Currently, 70% of Latinos plan to vote for Clinton, placing her five points ahead of President Obama in August 2012. Comparatively, only 19% of Latinos plan to vote for Trump, seven points behind Mitt Romney at this point in the 2012 cycle – putting him on track to underperform Romney’s historically poor performance among Latino voters in 2012, when Latinos supported President Obama by a 75%-23% margin over Romney, according to Latino Decisions 2012 Election Eve polling.
Manzano also reveals that enthusiasm is up among Latino registered voters at this point. However, enthusiasm and commitment to vote are not static factors. Said Lynn Tramonte, Deputy Director of America’s Voice: “Clinton’s challenge now is to reach as many potential voters as possible with her positive immigration message. Voters need someone to show up for, not just vote against.”

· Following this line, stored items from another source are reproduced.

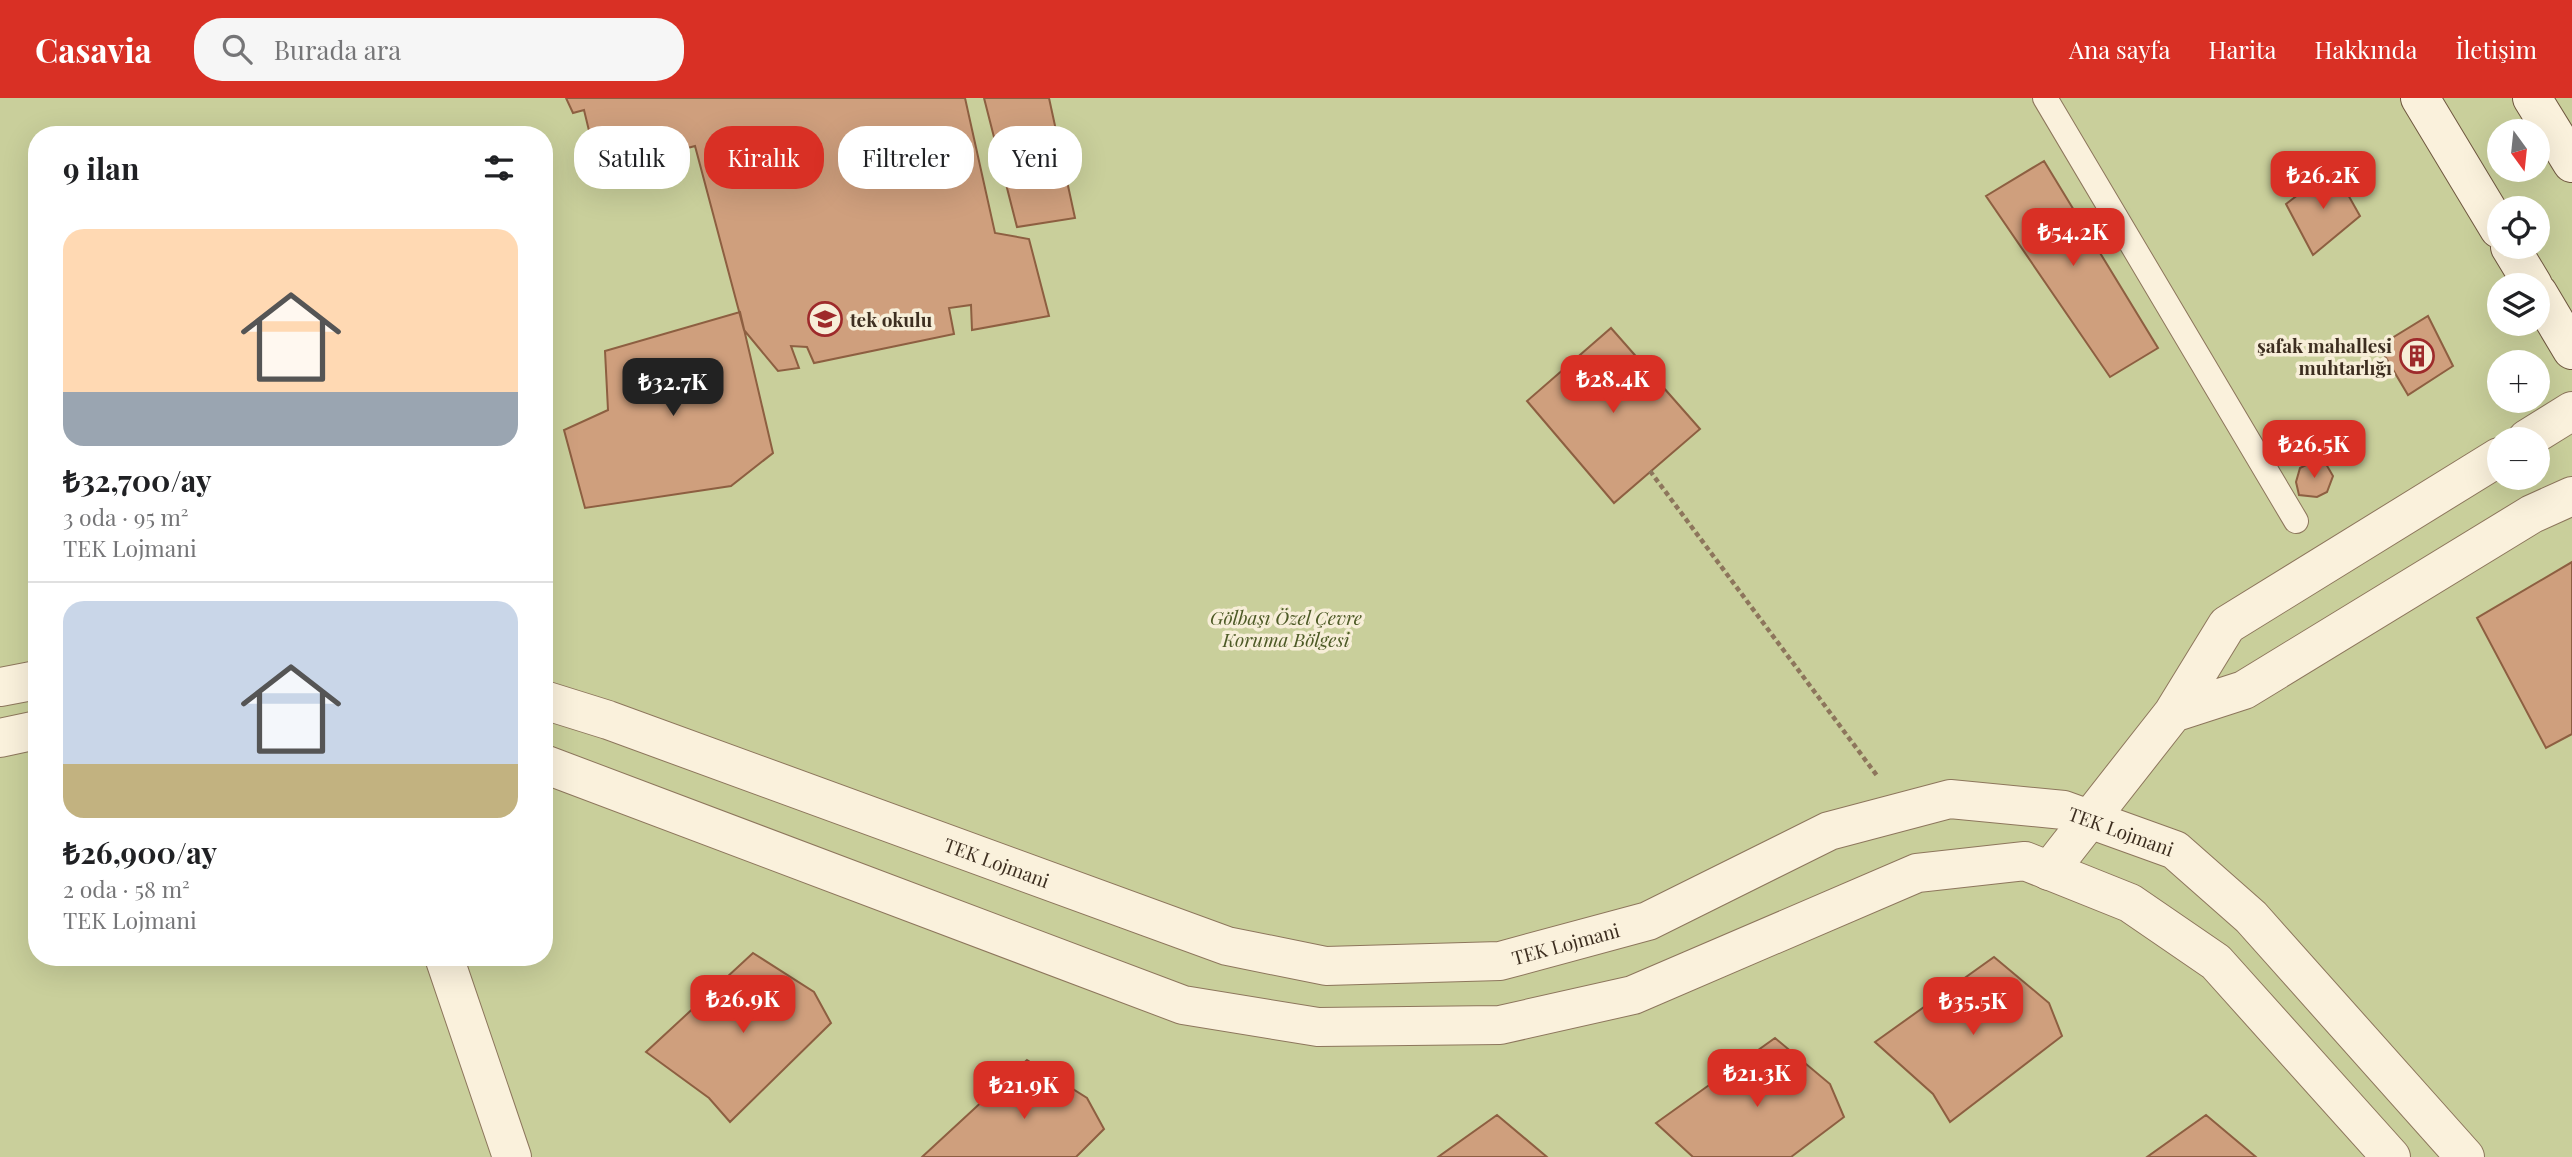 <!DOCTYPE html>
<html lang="tr">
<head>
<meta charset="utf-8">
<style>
  :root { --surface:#fff; --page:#f6f6f6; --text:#202124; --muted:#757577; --line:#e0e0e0; --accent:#d93025 }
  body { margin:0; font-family:"Playfair Display",serif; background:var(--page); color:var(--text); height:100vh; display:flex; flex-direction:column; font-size:26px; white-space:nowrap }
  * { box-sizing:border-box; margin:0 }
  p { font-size:23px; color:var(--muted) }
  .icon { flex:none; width:38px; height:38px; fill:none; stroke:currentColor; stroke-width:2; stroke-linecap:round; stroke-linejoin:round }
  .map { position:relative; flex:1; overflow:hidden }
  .details { position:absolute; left:28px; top:28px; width:525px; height:840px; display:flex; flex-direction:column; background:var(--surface); border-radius:28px; box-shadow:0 7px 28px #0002 }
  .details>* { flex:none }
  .guide { position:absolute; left:574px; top:28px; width:665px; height:63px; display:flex; gap:14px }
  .needle { width:46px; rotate:165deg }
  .buttons { position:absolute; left:2487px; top:21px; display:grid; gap:14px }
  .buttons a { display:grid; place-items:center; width:63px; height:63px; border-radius:50%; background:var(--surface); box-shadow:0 7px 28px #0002; font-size:35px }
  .price { position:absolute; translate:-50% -60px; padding:0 16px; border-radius:14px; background:var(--accent); color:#fff; font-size:23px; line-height:46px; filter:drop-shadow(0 2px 4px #0008) }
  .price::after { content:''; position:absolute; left:50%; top:42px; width:21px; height:16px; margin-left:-10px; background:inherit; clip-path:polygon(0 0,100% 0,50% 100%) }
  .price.active { background:#222; color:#fff }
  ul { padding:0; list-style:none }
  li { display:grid; align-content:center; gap:14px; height:371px; padding:0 35px }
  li+li { border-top:2px solid var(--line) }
  li span { display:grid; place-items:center; height:217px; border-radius:21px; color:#555 }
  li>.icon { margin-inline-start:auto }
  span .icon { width:126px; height:126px; fill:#fffc; stroke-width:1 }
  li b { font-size:30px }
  h2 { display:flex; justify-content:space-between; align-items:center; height:84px; padding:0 35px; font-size:30px }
  .chip { padding:0 24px; border-radius:28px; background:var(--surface); box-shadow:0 7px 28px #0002; font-size:24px; line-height:63px }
  .chip.active { background:var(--accent); color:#fff }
  header { display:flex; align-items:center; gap:42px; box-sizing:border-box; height:98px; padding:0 35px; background:var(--accent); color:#fff }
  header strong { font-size:33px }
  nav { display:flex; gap:38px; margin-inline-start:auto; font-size:24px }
  .search { width:490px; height:63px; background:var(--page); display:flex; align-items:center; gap:18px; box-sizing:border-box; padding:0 24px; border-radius:28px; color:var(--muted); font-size:26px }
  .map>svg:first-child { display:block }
  .park { fill:#c9cf9b; fill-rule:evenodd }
  .building { fill:#cf9f7d; stroke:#8d5f41; stroke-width:2 }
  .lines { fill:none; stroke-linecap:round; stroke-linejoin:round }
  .service-casing { stroke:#8d765c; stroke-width:26 }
  .minor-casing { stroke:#8d765c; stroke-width:40 }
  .tertiary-casing { stroke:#8d765c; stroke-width:40 }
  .secondary-casing { stroke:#6f573f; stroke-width:40 }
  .path { stroke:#8d765c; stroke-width:4.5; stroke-dasharray:5 3.5; stroke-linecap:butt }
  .service { stroke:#faf1dc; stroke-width:24 }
  .minor { stroke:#faf1dc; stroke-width:38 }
  .tertiary { stroke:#faf1dc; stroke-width:38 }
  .secondary { stroke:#faf1dc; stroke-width:38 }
  .labels { text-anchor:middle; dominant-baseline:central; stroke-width:7; stroke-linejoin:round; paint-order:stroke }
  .poi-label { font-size:19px; font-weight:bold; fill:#3d2e20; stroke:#f7eed8; text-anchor:start }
  .park-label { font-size:19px; font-style:italic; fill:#4d5a26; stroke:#f7eed8 }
  .street-label { font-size:19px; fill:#3d2e20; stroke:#f7eed8 }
</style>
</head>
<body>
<header>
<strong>Casavia</strong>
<div class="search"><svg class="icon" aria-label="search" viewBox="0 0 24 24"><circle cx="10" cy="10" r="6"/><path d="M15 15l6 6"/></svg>Burada ara</div>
<nav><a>Ana sayfa</a><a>Harita</a><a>Hakkında</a><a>İletişim</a></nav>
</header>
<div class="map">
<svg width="2572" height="1059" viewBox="0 0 2572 1059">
  <rect width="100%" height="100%" fill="#f0e4c8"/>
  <!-- park -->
  <path class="park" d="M0,0H2572V1059H0ZM2499,33H2538V72H2499ZM37,37H544V859H37ZM2499,110H2538V149H2499ZM2499,187H2538V226H2499ZM2499,264H2538V303H2499ZM2499,341H2538V380H2499Z"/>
  <!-- building -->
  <path class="building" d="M566,0H965L995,135L1029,141L1049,218L972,232L971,207L949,210L954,236L814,265L807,249L791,248L799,270L778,273L744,232L695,48L599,74L584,12L573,15Z
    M984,0H1049L1075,120L1017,129Z
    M2044,63L2158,250L2110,279L1986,98Z
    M2333,70L2360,118L2313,157L2286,106Z
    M740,214L773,355L731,388L585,410L564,332L608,312L605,253Z
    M2428,218L2453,268L2408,297L2379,248Z
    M1611,230L1700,331L1614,405L1527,303Z
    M2314,363L2326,366L2333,378L2327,394L2317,399L2299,397L2296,384L2300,370Z
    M2572,464V636L2546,650L2477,520Z
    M753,855L814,894L831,925L730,1024L709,1000L646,954Z
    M1994,859L2049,905L2062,938L1950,1024L1933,996L1875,944Z
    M1775,940L1830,986L1844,1019L1791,1059H1693L1656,1025Z
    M1027,962L1087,1000L1104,1031L1076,1059H922Z
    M1497,1017L1547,1059H1438Z
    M2206,1017L2256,1059H2147Z"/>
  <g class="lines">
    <!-- service casing -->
    <g class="service-casing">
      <path id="service" d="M2045,0L2296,423"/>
    </g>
    <!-- minor casing -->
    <g class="minor-casing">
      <path id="minor" d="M2527,341L2572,313
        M2173,615L2244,592L2532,416L2572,398
        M2049,773L2173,615L2227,527L2499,359
        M444,859L512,1059"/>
    </g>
    <!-- tertiary casing -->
    <g class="tertiary-casing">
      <g id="tertiary">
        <path d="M0,589L37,582"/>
        <path id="s1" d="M544,602L608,622L1227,848L1326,868L1500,863L1648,823L1829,733L1950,701L2064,712L2175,752L2251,819L2465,1059"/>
        <path d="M0,640L37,632"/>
        <path d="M544,666L1183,907L1318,929L1500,927L1633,897L1917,775L2025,763L2130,805L2216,864L2391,1059"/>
      </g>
    </g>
    <!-- secondary casing -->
    <g class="secondary-casing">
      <path id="secondary" d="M2420,0L2499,131
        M2532,0L2572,65
        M2510,149L2533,187
        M2538,195L2572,252"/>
    </g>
    <!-- path -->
    <path class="path" d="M1650,373L1878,679"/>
    <!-- service -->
    <use href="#service" class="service"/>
    <!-- minor -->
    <use href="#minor" class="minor"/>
    <!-- tertiary -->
    <use href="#tertiary" class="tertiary"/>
    <!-- secondary -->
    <use href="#secondary" class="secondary"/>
  </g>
  <!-- icons -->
  <defs>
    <g id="school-ring" transform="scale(1.75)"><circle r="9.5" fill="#f7eed8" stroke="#9e2a2b" stroke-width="1.5"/><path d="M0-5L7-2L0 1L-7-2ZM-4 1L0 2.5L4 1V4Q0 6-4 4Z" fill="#9e2a2b"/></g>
    <g id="building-ring" transform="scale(1.75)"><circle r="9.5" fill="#f7eed8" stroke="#9e2a2b" stroke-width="1.5"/><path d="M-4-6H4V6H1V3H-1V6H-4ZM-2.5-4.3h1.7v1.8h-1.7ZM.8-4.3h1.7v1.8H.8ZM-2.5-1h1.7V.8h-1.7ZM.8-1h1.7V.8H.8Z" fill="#9e2a2b"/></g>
  </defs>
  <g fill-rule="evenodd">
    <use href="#school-ring" x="825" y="221"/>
    <use href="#building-ring" x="2417" y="258"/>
  </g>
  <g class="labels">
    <!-- poi labels -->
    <g class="poi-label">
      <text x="850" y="221">tek okulu</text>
      <text x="2392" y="247" text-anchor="end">şafak mahallesi<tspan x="2392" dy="22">muhtarlığı</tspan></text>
    </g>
    <!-- park labels -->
    <g class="park-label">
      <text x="1286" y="519">Gölbaşı Özel Çevre<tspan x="1286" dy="22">Koruma Bölgesi</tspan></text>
    </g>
    <!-- street labels -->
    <g class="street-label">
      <text stroke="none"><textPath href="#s1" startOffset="1657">TEK Lojmani</textPath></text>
      <text stroke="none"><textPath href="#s1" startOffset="481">TEK Lojmani</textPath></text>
      <text stroke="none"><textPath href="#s1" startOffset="1069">TEK Lojmani</textPath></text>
    </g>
  </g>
</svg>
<div class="buttons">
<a><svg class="needle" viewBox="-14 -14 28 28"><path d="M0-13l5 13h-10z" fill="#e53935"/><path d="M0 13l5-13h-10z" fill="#757577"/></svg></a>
<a><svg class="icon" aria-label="locate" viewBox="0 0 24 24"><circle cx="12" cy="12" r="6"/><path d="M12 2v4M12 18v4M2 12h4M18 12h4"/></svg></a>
<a><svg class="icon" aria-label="layers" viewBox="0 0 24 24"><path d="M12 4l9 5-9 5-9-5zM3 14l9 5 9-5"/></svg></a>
<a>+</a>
<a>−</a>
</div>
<b class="price" style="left:2323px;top:113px">₺26.2K</b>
<b class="price" style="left:2073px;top:170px">₺54.2K</b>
<b class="price" style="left:1613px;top:317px">₺28.4K</b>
<b class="price active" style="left:673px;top:320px">₺32.7K</b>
<b class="price" style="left:2314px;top:382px">₺26.5K</b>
<b class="price" style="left:743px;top:937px">₺26.9K</b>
<b class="price" style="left:1973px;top:939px">₺35.5K</b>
<b class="price" style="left:1757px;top:1011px">₺21.3K</b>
<b class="price" style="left:1024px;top:1023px">₺21.9K</b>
<div class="guide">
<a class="chip">Satılık</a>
<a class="chip active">Kiralık</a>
<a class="chip">Filtreler</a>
<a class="chip">Yeni</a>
</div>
<section class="details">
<h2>9 ilan<svg class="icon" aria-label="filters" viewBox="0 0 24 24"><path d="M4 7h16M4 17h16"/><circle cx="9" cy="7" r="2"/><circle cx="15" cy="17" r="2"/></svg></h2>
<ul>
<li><span style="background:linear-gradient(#ffd9b3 75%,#9aa5b1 0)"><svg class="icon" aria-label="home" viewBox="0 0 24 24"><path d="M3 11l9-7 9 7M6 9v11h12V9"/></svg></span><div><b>₺32,700/ay</b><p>3 oda · 95 m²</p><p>TEK Lojmani</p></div></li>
<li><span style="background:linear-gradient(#c9d6e8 75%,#c2b280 0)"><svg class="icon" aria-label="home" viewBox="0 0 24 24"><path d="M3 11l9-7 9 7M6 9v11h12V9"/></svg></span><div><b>₺26,900/ay</b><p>2 oda · 58 m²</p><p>TEK Lojmani</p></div></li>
</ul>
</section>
</div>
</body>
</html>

Democratic candidates for Senate, however, face yet another challenge. The Senate Democratic candidates are underperforming with Latinos as compared to the top of the ticket, to the tune of about 10 percentages points in many races. One reason? They have so far failed to define themselves and their opponents on central immigration issues – issues that the polling shows are influential to Latinos’ voters.
As Priscilla Alvarez notes in The Atlantic, “For those working to maintain Republicans’ congressional majority, the stakes are high… But Democrats might be vulnerable to losing votes from the Latino community, too—if their candidates’ positions on immigration continue to go unnoticed.”
In six battleground states with senatorial races, an average of 70.5% of respondents don’t know the Democratic candidates’ positions on immigration, according to a recent America’s Voice/ Latino Decisions poll. Once told these candidates’ correct positions and the positions of their opponents, Latino voters say they are more likely to support the Democrat and less likely to support the Republican.
Another important point is that the broader electorate agrees with Latinos on the issue of immigration. They support a path to citizenship for aspiring Americans, and oppose the Trump plan of total deportation. For example, in a recent Washington Post/ABC poll, 78% of voters – including 62% of Trump supporters – prefer a path to citizenship to deportation. A recent CNN/ORC poll found the number to be an overwhelming 88% in support of Latinos’ preferred immigration position, and Gallup reports similar findings, including among Republicans.
In Arizona, to take one of the battleground states reflected in the recent Latino Decisions polling, Arizona Republic/Morrison/Cronkite News polling among registered voters shows opposition to Trump’s border wall and even stronger opposition to mass deportation.
Lynn Tramonte, Deputy Director of America’s Voice, added: “Two things are very clear at this point in the general election: first, Hillary Clinton is doing well with Latino voters, because she has leaned in and made her positions for sensible immigration reform clear. At the same time, Senate Democratic candidates have work to do, in order to maximize support from Latino voters. That starts with clearly articulating how they and their opponents differ on immigration, a threshold issue about inclusion, as well as a personal, family issue for many.
“This is not only a ‘Latino outreach’ strategy. The Democrats’ positions are strongly held by a majority of all voters. Candidates should highlight immigration solutions for every voter at every campaign stop because their plans are popular and common sense, while the Republicans’ are not.”